Task instructions>
Repeat precisely the span of lines below that opens with the line containing "const major = new" and closes with the line containing "M493 421 513", both included.

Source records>

* * * * *

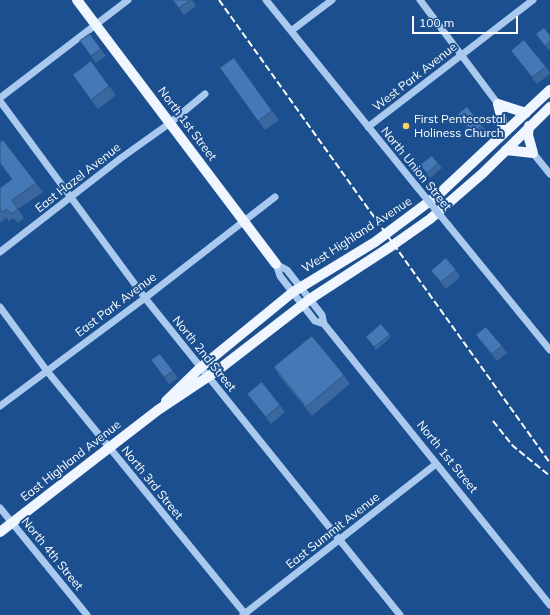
<!DOCTYPE html>
<html>
<head>
<meta charset="utf-8">
<style>
	body { margin:0 }
	#map { position:relative; width:550px; height:615px; overflow:hidden; background:#1b4f8f; font-family:Mulish,sans-serif }
	canvas { display:block }
	.scale { position:absolute; left:412px; top:16px; width:106px; height:18px; box-sizing:border-box; border:2px solid #fff; border-top:0; padding-left:5px; font-size:12px; line-height:14px; white-space:nowrap; color:#fff; -webkit-text-stroke:3px #1b4f8f; paint-order:stroke }
</style>
</head>
<body>
<div id="map">
<canvas width="550" height="615"></canvas>
<div class="scale">100 m</div>
</div>
<script>
const g = document.querySelector('canvas').getContext('2d');
g.lineJoin = 'round';
function strokePath(path, color, width, dash) { g.strokeStyle = color; g.lineWidth = width; g.lineCap = dash ? 'butt' : 'round'; g.setLineDash(dash || []); g.stroke(path); }
function fill(path, color) { g.fillStyle = color; g.fill(path, 'evenodd'); }
function drawText(font, color, halo, rows, align = 'center') {
  g.font = font + ' Mulish,sans-serif'; g.lineWidth = 4; g.setLineDash([]); g.textBaseline = 'middle'; g.strokeStyle = halo; g.fillStyle = color; for (const [text, x, y, turn = 0] of rows) {
    g.save(); g.translate(x, y); g.rotate((+turn || 0) * Math.PI / 180); g.textAlign = isNaN(turn) ? turn : align; if (halo) g.strokeText(text, 0, 0); g.fillText(text, 0, 0); g.restore();
  }
}
const minor = new Path2D(`
	M266 0 417 187
	M420 0 498 104
	M291 31 332 0
	M0 98 128 0
	M0 101 145 298 400 615
	M368 127 533 0
	M533 153 550 174
	M449 226 550 350
	M0 252 121 158 170 123 205 94
	M276 264 287 270 322 315 324 324 550 605
	M276 264 280 276 315 321 324 324
	M0 307 47 371 246 615
	M0 406 145 298 275 197
	M0 508 87 615
	M243 615 436 464`);
const major = new Path2D(`
	M77 0 276 264
	M498 104 502 120V135
	M498 104 526 113
	M506 150 533 153 528 135 529 126
	M166 401 200 368 293 292 375 242 438 195 550 90
	M0 532 158 410 218 370 310 299 393 245 430 219 483 173 550 107`);
const rail = new Path2D(`
	M219 0 550 463
	M493 421 513 446 550 476`);
const minorBridge = new Path2D(`
	M417 187 449 226`);
const wall = new Path2D(`
	M173 0H192L196 6 184 15Z
	M90 34 106 56 96 63 80 41Z
	M536 34 550 35V49L549 50Z
	M511 51 546 67 550 73V74L537 84Z
	M234 58 279 120 265 130 220 68Z
	M73 75 109 86 116 95 98 109Z
	M457 115 482 125 487 132 478 140 462 122Z
	M0 143 36 183 43 192 18 209 24 218 18 223 13 218 9 221 6 218 0 223V188L12 179 0 164Z
	M438 163 442 168 430 178 420 165Z
	M456 270 460 277 446 289 431 271Z
	M381 324 391 337 376 350 366 337Z
	M476 335 502 346 507 353 497 361 481 342Z
	M156 367 173 371 178 378 169 384Z
	M274 367 344 375 350 384 312 416 280 377Z
	M247 394 280 405 285 412 271 424Z`);
const building = new Path2D(`
	M173 0H191L179 8Z
	M544 28 550 35V42L545 46 536 34Z
	M90 34 101 49 91 56 80 41Z
	M524 40 546 67 532 77 511 51Z
	M234 58 272 111 258 121 220 68Z
	M91 61 109 86 91 100 73 75Z
	M467 107 482 125 473 133 457 115Z
	M3 140 36 183 12 200 18 209 11 214 7 209 2 212 0 209V188L12 179 0 163V143Z
	M432 156 438 163 427 173 420 165Z
	M446 258 456 270 441 282 431 271Z
	M381 324 390 335 374 347 366 337Z
	M486 327 502 346 492 354 476 335Z
	M312 336 344 375 306 407 274 367Z
	M160 354 173 371 164 377 151 360Z
	M262 382 280 405 266 417 247 394Z`);
const markers = [
	[406,126,4,"#ffd166"]
];
const streetNames = [
	["West Park Avenue",415,77,-38],
	["North 1st Street",187,124,53],
	["North Union Street",416,169,51],
	["East Hazel Avenue",78,178,-38],
	["West Highland Avenue",357,235,-33],
	["East Park Avenue",116,305,-37],
	["North 2nd Street",204,354,51],
	["North 1st Street",447,457,51],
	["East Highland Avenue",71,461,-38],
	["North 3rd Street",152,483,51],
	["East Summit Avenue",333,531,-38],
	["North 4th Street",52,554,51]
];
const poiNames = [
	["First Pentecostal",414,119],
	["Holiness Church",414,133]
];
strokePath(minor, '#a9c9ee', 7);
strokePath(major, '#f0f6ff', 10);
strokePath(rail, '#fff', 2, [7, 3]);
strokePath(minorBridge, '#a9c9ee', 7);
fill(wall, '#3a679d');
fill(building, '#4478b7');
strokePath(building, '#305480', 1);
for (const [x, y, r, color] of markers) { const dot = new Path2D(); dot.arc(x, y, r, 0, 2 * Math.PI); g.fillStyle = color; g.fill(dot); strokePath(dot, '#1b4f8f', 1.5); }
drawText('12px', '#fff', '#1b4f8f', streetNames);
drawText('12px', '#fff', '#1b4f8f', poiNames, 'left');
</script>
</body>
</html>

* * * * *

Problem solution>
const major = new Path2D(`
	M77 0 276 264
	M498 104 502 120V135
	M498 104 526 113
	M506 150 533 153 528 135 529 126
	M166 401 200 368 293 292 375 242 438 195 550 90
	M0 532 158 410 218 370 310 299 393 245 430 219 483 173 550 107`);
const rail = new Path2D(`
	M219 0 550 463
	M493 421 513 446 550 476`);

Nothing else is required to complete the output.